Mr. Bookchin (great name) has some good ideas, not least of which is the dissolving of the nation-state into a federation of municipalities with New England-style town meetings as the policy making body. Eg talk it out in public and see with your own eyes who wants and does what with collective action and public monies. (I saw this first actually in Northern Colorado where a town got together to discuss its first major expenditure, a water system. To this day the measurement system created in Colorado is used internationally to measure water supply). He also called strict environmentalists, those wishing to hold down the human population, as "eco-fascists".
He had a varied and interesting life, as a guard at Fort Knox, factory worker at General Motors, and tenured professor. In 1973 the FBI broke into his apartment in the East Village looking for members of the Weather Underground, whom he despised. His pamphlet, Listen, Marxist! was widely-read in the 1960s underground movement.

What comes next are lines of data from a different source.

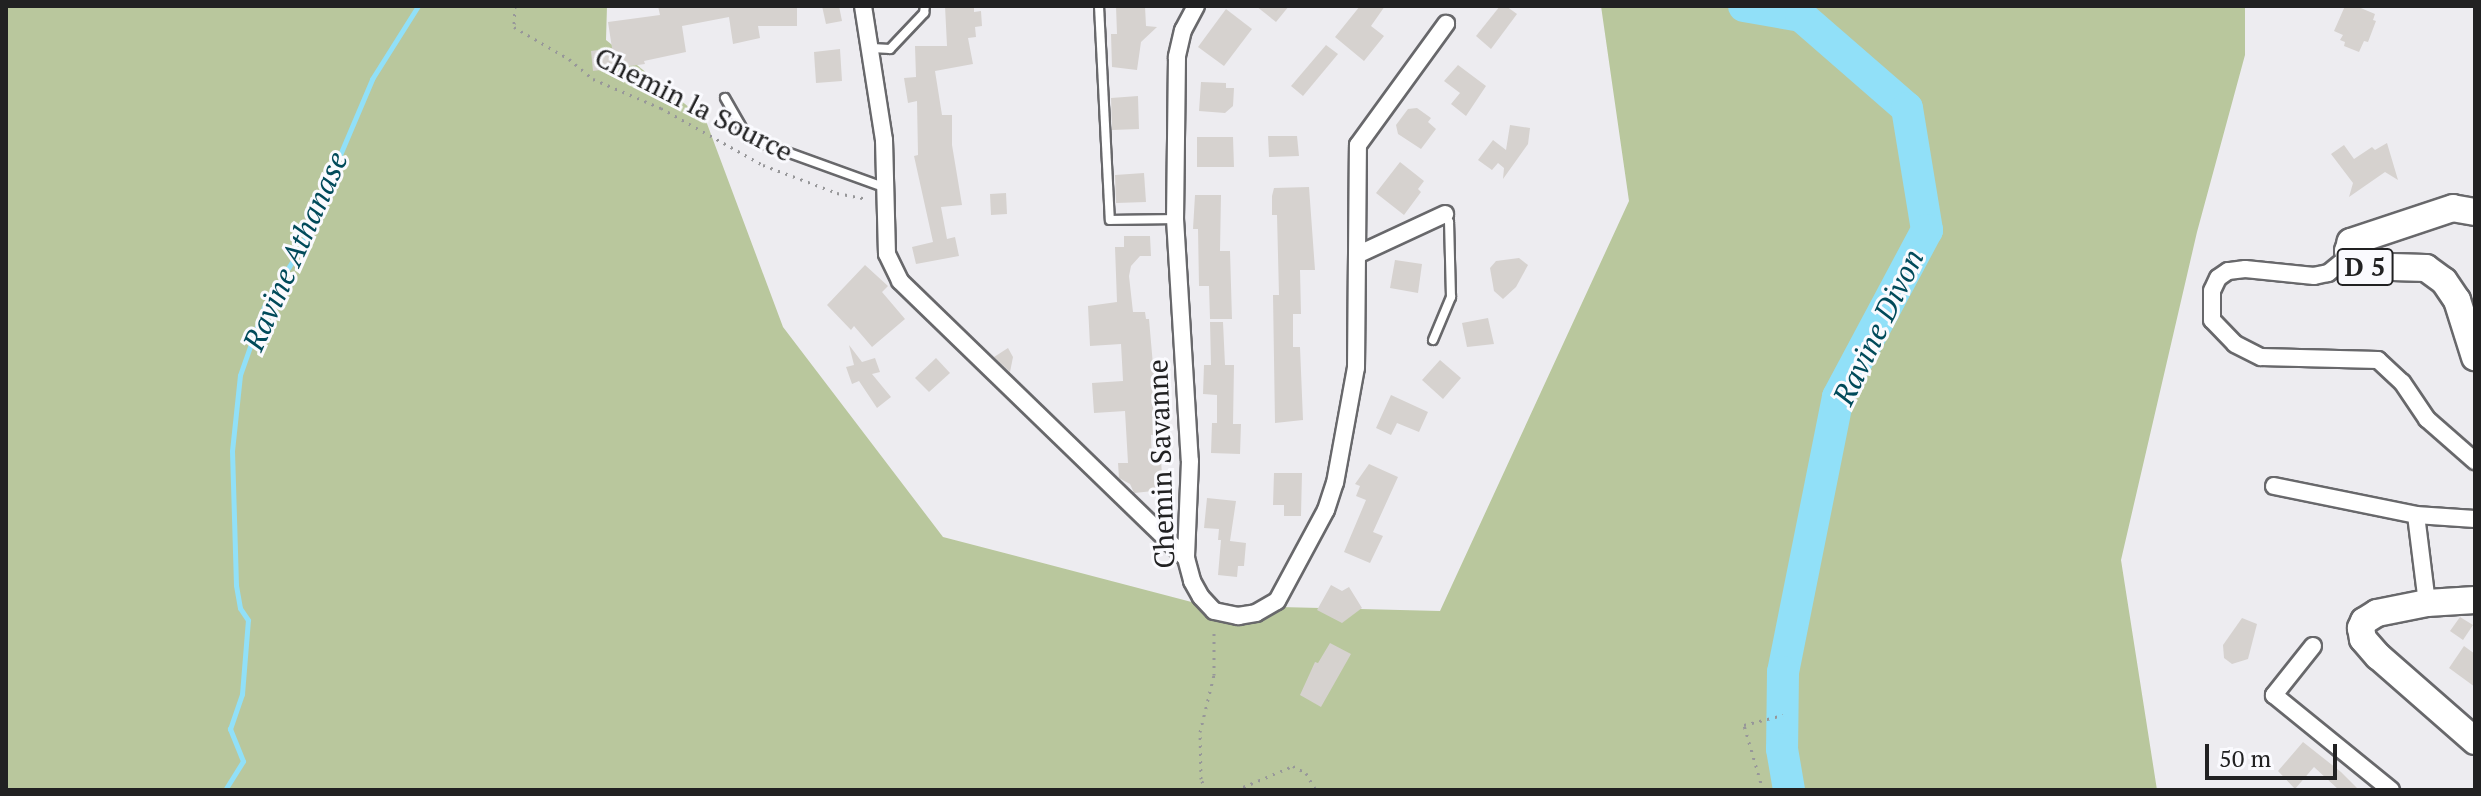 <!DOCTYPE html>
<html>
<head>
<meta charset="utf-8">
<style>
  body { margin:0 }
  #map { position:relative; width:2481px; height:796px; overflow:hidden; background:#edecf0; font-family:"PT Serif",serif }
  div>[style] { position:absolute }
  [style*='--x'] { left:calc(var(--x)*1px); top:calc(var(--y)*1px); width:calc(var(--w)*1px); rotate:calc(var(--a)*1deg) }
  .green>* { inset:0; background:#b9c79d }
  .stream>* { height:5px; margin:-2.5px; padding:0 2.5px; transform-origin:2.5px; border-radius:2.5px; background:#91e0f8 }
  .river>* { height:32px; margin:-16px; padding:0 16px; transform-origin:16px; border-radius:16px; background:#91e0f8 }
  .building>* { inset:0; background:#d6d2cf }
  .path>* { height:3px; margin-top:-1.5px; transform-origin:0; background:repeating-linear-gradient(90deg,#979799 0 2px,transparent 0 8px) }
  .roads { filter:drop-shadow(2px 0 #68686b) drop-shadow(-2px 0 #68686b) drop-shadow(0 2px #68686b) drop-shadow(0 -2px #68686b) }
  .lane>* { height:8px; margin:-4px; padding:0 4px; transform-origin:4px; border-radius:4px; background:#fff }
  .street>* { height:16px; margin:-8px; padding:0 8px; transform-origin:8px; border-radius:8px; background:#fff }
  .primary>* { height:26px; margin:-13px; padding:0 13px; transform-origin:13px; border-radius:13px; background:#fff }
  span { translate:-50% -50%; white-space:nowrap; text-align:center; line-height:1.15; -webkit-text-stroke:6px #fafafe; paint-order:stroke }
  .shield-label span { padding:2px 6px; background:#fafafe; border:2px solid; border-radius:6px; -webkit-text-stroke-width:0 }
  .shield-label { font-size:26px; color:#212122; font-weight:700 }
  .street-label { font-size:28px; color:#212122 }
  .water-label { font-size:30px; color:#004a5a; font-style:italic }
  .frame { position:absolute; inset:0; border:8px solid #212122; pointer-events:none }
  .scale { position:absolute; left:2205px; top:744px; width:132px; height:36px; box-sizing:border-box; border:4px solid #212122; border-top:0; padding-left:10px; font-size:24px; line-height:28px; white-space:nowrap; color:#212122; -webkit-text-stroke:6px #fafafe; paint-order:stroke }
</style>
</head>
<body>
<div id="map">
  <div class="green">
    <i style="clip-path:polygon(6px 6px,607px 6px,606px 40px,706px 121px,783px 327px,943px 537px,1203px 605px,1440px 611px,1629px 201px,1601px 6px,2245px 6px,2245px 55px,2197px 232px,2121px 560px,2157px 790px,6px 790px)"></i>
  </div>
  <div class="stream">
    <i style="--x:225;--y:790;--w:34;--a:-58"></i>
    <i style="--x:243;--y:761;--w:35;--a:-112"></i>
    <i style="--x:230;--y:729;--w:37;--a:-71"></i>
    <i style="--x:242;--y:694;--w:74;--a:-85.4"></i>
    <i style="--x:248;--y:620;--w:14;--a:-124"></i>
    <i style="--x:240;--y:608;--w:23;--a:-100"></i>
    <i style="--x:236;--y:585;--w:134;--a:-91.7"></i>
    <i style="--x:232;--y:451;--w:76;--a:-84"></i>
    <i style="--x:240;--y:375;--w:72;--a:-70.6"></i>
    <i style="--x:264;--y:307;--w:68;--a:-58.2"></i>
    <i style="--x:300;--y:249;--w:185;--a:-67"></i>
    <i style="--x:372;--y:79;--w:86;--a:-57.8"></i>
  </div>
  <div class="river">
    <i style="--x:1744;--y:6;--w:58;--a:10"></i>
    <i style="--x:1801;--y:16;--w:140;--a:41"></i>
    <i style="--x:1907;--y:108;--w:124;--a:80.7"></i>
    <i style="--x:1927;--y:230;--w:189;--a:118.1"></i>
    <i style="--x:1838;--y:397;--w:280;--a:101.3"></i>
    <i style="--x:1783;--y:672;--w:77;--a:90.7"></i>
    <i style="--x:1782;--y:749;--w:42;--a:80.3"></i>
  </div>
  <div class="building">
    <i style="clip-path:polygon(658px 6px,797px 6px,797px 26px,758px 26px,760px 38px,733px 44px,729px 17px,682px 26px,686px 52px,644px 61px,645px 64px,593px 71px,591px 51px,612px 48px,608px 22px,660px 15px)"></i>
    <i style="clip-path:polygon(822px 6px,839px 6px,842px 21px,826px 24px)"></i>
    <i style="clip-path:polygon(945px 6px,974px 6px,974px 12px,981px 11px,982px 26px,975px 27px,976px 37px,968px 38px,973px 64px,935px 71px,942px 115px,952px 115px,952px 145px,962px 205px,941px 207px,947px 239px,955px 237px,959px 256px,916px 264px,912px 247px,933px 242px,914px 156px,918px 155px,917px 101px,908px 103px,904px 78px,916px 77px,915px 46px,947px 46px)"></i>
    <i style="clip-path:polygon(1116px 6px,1145px 6px,1146px 26px,1157px 27px,1141px 42px,1137px 70px,1112px 67px,1111px 34px,1117px 34px)"></i>
    <i style="clip-path:polygon(1256px 6px,1289px 6px,1276px 22px)"></i>
    <i style="clip-path:polygon(1360px 6px,1385px 6px,1371px 26px,1384px 36px,1364px 61px,1335px 37px)"></i>
    <i style="clip-path:polygon(1500px 6px,1506px 6px,1517px 14px,1491px 49px,1476px 36px)"></i>
    <i style="clip-path:polygon(2345px 6px,2356px 6px,2375px 14px,2373px 20px,2376px 21px,2368px 42px,2364px 41px,2359px 52px,2344px 46px,2345px 42px,2340px 40px,2343px 35px,2334px 31px)"></i>
    <i style="clip-path:polygon(1226px 9px,1252px 29px,1224px 66px,1198px 47px)"></i>
    <i style="clip-path:polygon(1326px 45px,1338px 54px,1303px 96px,1291px 86px)"></i>
    <i style="clip-path:polygon(840px 49px,842px 81px,816px 83px,814px 52px)"></i>
    <i style="clip-path:polygon(1458px 65px,1486px 86px,1466px 116px,1451px 104px,1460px 93px,1444px 81px)"></i>
    <i style="clip-path:polygon(1201px 82px,1226px 83px,1226px 88px,1234px 88px,1233px 106px,1225px 113px,1199px 111px)"></i>
    <i style="clip-path:polygon(1138px 96px,1139px 129px,1112px 130px,1111px 98px)"></i>
    <i style="clip-path:polygon(1417px 108px,1431px 118px,1428px 122px,1436px 129px,1421px 149px,1398px 134px,1396px 125px,1408px 109px)"></i>
    <i style="clip-path:polygon(1510px 125px,1530px 128px,1528px 144px,1503px 179px,1504px 168px,1498px 163px,1492px 170px,1478px 160px,1493px 140px,1506px 150px)"></i>
    <i style="clip-path:polygon(1268px 136px,1297px 136px,1299px 156px,1269px 157px)"></i>
    <i style="clip-path:polygon(1197px 137px,1233px 137px,1234px 167px,1197px 167px)"></i>
    <i style="clip-path:polygon(2387px 143px,2398px 180px,2385px 172px,2349px 197px,2353px 183px,2331px 154px,2344px 145px,2354px 159px,2372px 147px,2375px 150px)"></i>
    <i style="clip-path:polygon(1400px 162px,1424px 181px,1418px 189px,1421px 192px,1404px 215px,1376px 193px)"></i>
    <i style="clip-path:polygon(1144px 173px,1146px 202px,1116px 203px,1115px 175px)"></i>
    <i style="clip-path:polygon(1309px 187px,1315px 270px,1300px 270px,1301px 314px,1293px 314px,1293px 347px,1300px 347px,1303px 420px,1275px 423px,1273px 295px,1279px 295px,1277px 215px,1272px 215px,1272px 196px,1274px 188px)"></i>
    <i style="clip-path:polygon(1006px 193px,1007px 214px,991px 215px,990px 194px)"></i>
    <i style="clip-path:polygon(1195px 195px,1221px 195px,1220px 251px,1230px 251px,1232px 319px,1210px 319px,1209px 286px,1199px 286px,1198px 229px,1193px 229px)"></i>
    <i style="clip-path:polygon(1124px 236px,1150px 236px,1151px 256px,1140px 256px,1131px 266px,1129px 276px,1133px 312px,1145px 312px,1146px 319px,1149px 319px,1159px 434px,1151px 435px,1152px 461px,1161px 460px,1163px 490px,1134px 493px,1130px 484px,1119px 478px,1118px 463px,1128px 463px,1125px 411px,1094px 413px,1092px 383px,1123px 381px,1122px 362px,1121px 344px,1090px 346px,1088px 306px,1117px 302px,1115px 247px,1124px 247px)"></i>
    <i style="clip-path:polygon(1519px 258px,1528px 265px,1516px 287px,1503px 299px,1494px 291px,1490px 268px,1496px 261px)"></i>
    <i style="clip-path:polygon(1395px 260px,1422px 264px,1418px 293px,1390px 288px)"></i>
    <i style="clip-path:polygon(865px 265px,888px 286px,882px 292px,905px 319px,872px 347px,854px 326px,851px 330px,827px 305px)"></i>
    <i style="clip-path:polygon(1488px 318px,1494px 344px,1467px 347px,1462px 323px)"></i>
    <i style="clip-path:polygon(1210px 322px,1223px 322px,1225px 365px,1234px 365px,1233px 424px,1241px 424px,1240px 454px,1211px 453px,1212px 423px,1217px 423px,1217px 395px,1203px 394px,1204px 365px,1211px 365px)"></i>
    <i style="clip-path:polygon(849px 345px,862px 362px,875px 358px,880px 372px,872px 374px,891px 397px,877px 408px,859px 381px,852px 384px,846px 367px,854px 365px)"></i>
    <i style="clip-path:polygon(1008px 348px,1013px 357px,1010px 372px,994px 357px)"></i>
    <i style="clip-path:polygon(936px 358px,950px 373px,929px 392px,915px 378px)"></i>
    <i style="clip-path:polygon(1440px 360px,1461px 378px,1443px 399px,1422px 380px)"></i>
    <i style="clip-path:polygon(1391px 395px,1428px 412px,1419px 432px,1397px 423px,1391px 435px,1376px 428px)"></i>
    <i style="clip-path:polygon(1369px 464px,1398px 477px,1373px 532px,1383px 536px,1370px 563px,1344px 552px,1366px 500px,1356px 496px,1360px 486px,1355px 484px)"></i>
    <i style="clip-path:polygon(1274px 473px,1302px 473px,1301px 516px,1284px 516px,1284px 505px,1273px 505px)"></i>
    <i style="clip-path:polygon(1207px 498px,1236px 501px,1230px 541px,1246px 543px,1244px 566px,1238px 566px,1237px 577px,1218px 575px,1221px 540px,1218px 540px,1219px 529px,1204px 528px)"></i>
    <i style="clip-path:polygon(1331px 585px,1342px 591px,1349px 587px,1362px 608px,1342px 623px,1317px 610px)"></i>
    <i style="clip-path:polygon(2460px 617px,2473px 625px,2463px 640px,2450px 631px)"></i>
    <i style="clip-path:polygon(2242px 618px,2257px 624px,2248px 659px,2232px 664px,2224px 658px,2223px 645px)"></i>
    <i style="clip-path:polygon(1330px 643px,1351px 654px,1321px 707px,1300px 695px,1315px 662px,1318px 663px)"></i>
    <i style="clip-path:polygon(2464px 646px,2475px 654px,2475px 687px,2449px 668px)"></i>
    <i style="clip-path:polygon(2303px 742px,2341px 772px,2359px 790px,2339px 790px,2314px 767px,2295px 789px,2278px 771px)"></i>
  </div>
  <div class="path">
    <i style="--x:515;--y:6;--w:21;--a:93"></i>
    <i style="--x:514;--y:27;--w:64;--a:30.2"></i>
    <i style="--x:569;--y:59;--w:31;--a:40"></i>
    <i style="--x:593;--y:79;--w:74;--a:23.1"></i>
    <i style="--x:661;--y:108;--w:117;--a:29.2"></i>
    <i style="--x:763;--y:165;--w:79;--a:20.7"></i>
    <i style="--x:837;--y:193;--w:31;--a:11"></i>
    <i style="--x:1206;--y:790;--w:12;--a:-114"></i>
    <i style="--x:1201;--y:779;--w:47;--a:-91.2"></i>
    <i style="--x:1200;--y:732;--w:59;--a:-76.2"></i>
    <i style="--x:1214;--y:675;--w:46;--a:-90"></i>
    <i style="--x:1236;--y:790;--w:62;--a:-22.8"></i>
    <i style="--x:1293;--y:766;--w:15;--a:28"></i>
    <i style="--x:1306;--y:773;--w:20;--a:60"></i>
    <i style="--x:1763;--y:790;--w:68;--a:-106.3"></i>
    <i style="--x:1744;--y:725;--w:40;--a:-14.4"></i>
  </div>
  <div class="roads">
    <div class="lane">
      <i style="--x:1099;--y:6;--w:214;--a:87.1"></i>
      <i style="--x:1110;--y:220;--w:65;--a:-0.9"></i>
      <i style="--x:872;--y:48;--w:18;--a:3"></i>
      <i style="--x:890;--y:49;--w:50;--a:-46.6"></i>
      <i style="--x:924;--y:13;--w:7;--a:-82"></i>
      <i style="--x:725;--y:98;--w:46;--a:60.1"></i>
      <i style="--x:748;--y:138;--w:144;--a:19.9"></i>
      <i style="--x:1433;--y:340;--w:47;--a:-67.3"></i>
      <i style="--x:1451;--y:297;--w:75;--a:-91.5"></i>
      <i style="--x:1449;--y:222;--w:9;--a:-117"></i>
    </div>
    <div class="street">
      <i style="--x:863;--y:6;--w:136;--a:81.1"></i>
      <i style="--x:884;--y:140;--w:114;--a:88.5"></i>
      <i style="--x:887;--y:254;--w:30;--a:64"></i>
      <i style="--x:900;--y:281;--w:398;--a:44.1"></i>
      <i style="--x:1196;--y:6;--w:27;--a:118"></i>
      <i style="--x:1183;--y:30;--w:28;--a:103"></i>
      <i style="--x:1177;--y:57;--w:162;--a:90.7"></i>
      <i style="--x:1175;--y:219;--w:242;--a:86.5"></i>
      <i style="--x:1190;--y:461;--w:97;--a:92.4"></i>
      <i style="--x:1186;--y:558;--w:24;--a:75"></i>
      <i style="--x:1192;--y:581;--w:18;--a:61"></i>
      <i style="--x:1201;--y:597;--w:19;--a:47"></i>
      <i style="--x:1214;--y:611;--w:25;--a:12"></i>
      <i style="--x:1238;--y:616;--w:18;--a:-9"></i>
      <i style="--x:1256;--y:613;--w:24;--a:-30"></i>
      <i style="--x:1277;--y:601;--w:103;--a:-61.7"></i>
      <i style="--x:1326;--y:510;--w:28;--a:-72"></i>
      <i style="--x:1335;--y:483;--w:117;--a:-79.7"></i>
      <i style="--x:1356;--y:368;--w:223;--a:-89.5"></i>
      <i style="--x:1358;--y:145;--w:150;--a:-54"></i>
      <i style="--x:1359;--y:254;--w:95;--a:-24.9"></i>
      <i style="--x:2348;--y:257;--w:26;--a:141"></i>
      <i style="--x:2328;--y:273;--w:14;--a:168"></i>
      <i style="--x:2314;--y:276;--w:69;--a:-174.2"></i>
      <i style="--x:2245;--y:269;--w:17;--a:173"></i>
      <i style="--x:2228;--y:271;--w:12;--a:145"></i>
      <i style="--x:2218;--y:278;--w:14;--a:115"></i>
      <i style="--x:2212;--y:291;--w:29;--a:90"></i>
      <i style="--x:2212;--y:320;--w:33;--a:46"></i>
      <i style="--x:2235;--y:344;--w:29;--a:27"></i>
      <i style="--x:2261;--y:357;--w:117;--a:1.5"></i>
      <i style="--x:2378;--y:360;--w:33;--a:43"></i>
      <i style="--x:2402;--y:382;--w:45;--a:56"></i>
      <i style="--x:2427;--y:419;--w:64;--a:41.2"></i>
      <i style="--x:2274;--y:486;--w:145;--a:11.5"></i>
      <i style="--x:2416;--y:515;--w:59;--a:3.9"></i>
      <i style="--x:2416;--y:515;--w:89;--a:82.9"></i>
      <i style="--x:2313;--y:646;--w:63;--a:128.5"></i>
      <i style="--x:2274;--y:695;--w:151;--a:39.1"></i>
    </div>
    <div class="primary">
      <i style="--x:2475;--y:212;--w:22;--a:-170"></i>
      <i style="--x:2453;--y:208;--w:108;--a:161.6"></i>
      <i style="--x:2351;--y:242;--w:9;--a:108"></i>
      <i style="--x:2348;--y:251;--w:11;--a:75"></i>
      <i style="--x:2351;--y:262;--w:9;--a:27"></i>
      <i style="--x:2359;--y:266;--w:67;--a:1.7"></i>
      <i style="--x:2426;--y:268;--w:22;--a:36"></i>
      <i style="--x:2444;--y:281;--w:23;--a:56"></i>
      <i style="--x:2457;--y:300;--w:60;--a:72.5"></i>
      <i style="--x:2475;--y:600;--w:48;--a:176.4"></i>
      <i style="--x:2427;--y:603;--w:51;--a:168.7"></i>
      <i style="--x:2377;--y:613;--w:15;--a:148"></i>
      <i style="--x:2364;--y:621;--w:8;--a:113"></i>
      <i style="--x:2361;--y:628;--w:11;--a:80"></i>
      <i style="--x:2363;--y:639;--w:23;--a:49"></i>
      <i style="--x:2378;--y:656;--w:129;--a:41.2"></i>
    </div>
  </div>
  <div class="shield-label">
    <span style="left:2365px;top:267px">D 5</span>
  </div>
  <div class="street-label">
    <span style="left:694px;top:104px;rotate:27deg">Chemin la Source</span>
    <span style="left:1161px;top:464px;rotate:-92deg">Chemin Savanne</span>
  </div>
  <div class="water-label">
    <span style="left:295px;top:251px;rotate:-66deg">Ravine Athanase</span>
    <span style="left:1878px;top:327px;rotate:-64deg">Ravine Divon</span>
  </div>
  <div class="frame"></div>
  <div class="scale">50 m</div>
</div>
</body>
</html>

I guess where he had it wrong is that yes, capitalism has its excesses, and yes the rich get richer quicker than the poor get richer and this bothers people. But without growth nobody gets richer, least of all the poor. You need to have the dynamics of the market system to keep prices down and distribute things the most efficiently. Where capitalism fails is when the state gets into bed with rent-seeking corporations which have grown too big and inefficient and therefore seek to buy favors instead of produce things of value to society. Mr. Murray knew this too and thats why he called himself an anarchist.
Additionally economic growth moves one out of poverty, and allows the purchase of goods beyond the subsistence level. Clean environments are a good. A more wealthy society can afford to buy more of a cleaner environment than can a poorer society.
Mr. Bookchin might take some satisfaction that anarcho-syndicalism (worker ownership and management of the means of production) is happening in the USA, where more than 50% of Americans own stock (mostly of course through their pension funds). Additionally, only 50% of Americans work for companies with more than 100 people, meaning that half of all Americans work for themselves or small companies where worker alienation may be less than the larger ones.
Bookchin wrote under psuedonyms to avoid the wrath of the anti-communists and other scondrels hiding behind the flag, and denounced some of his own writings later on in life as wrong-headed thinking.
My brother told me this, which I agree with: "If you're not a communist when you are 20 you don't have a heart, and if you're not a capitalist when you are 40 you don't have any brains". Mr. Murray had both.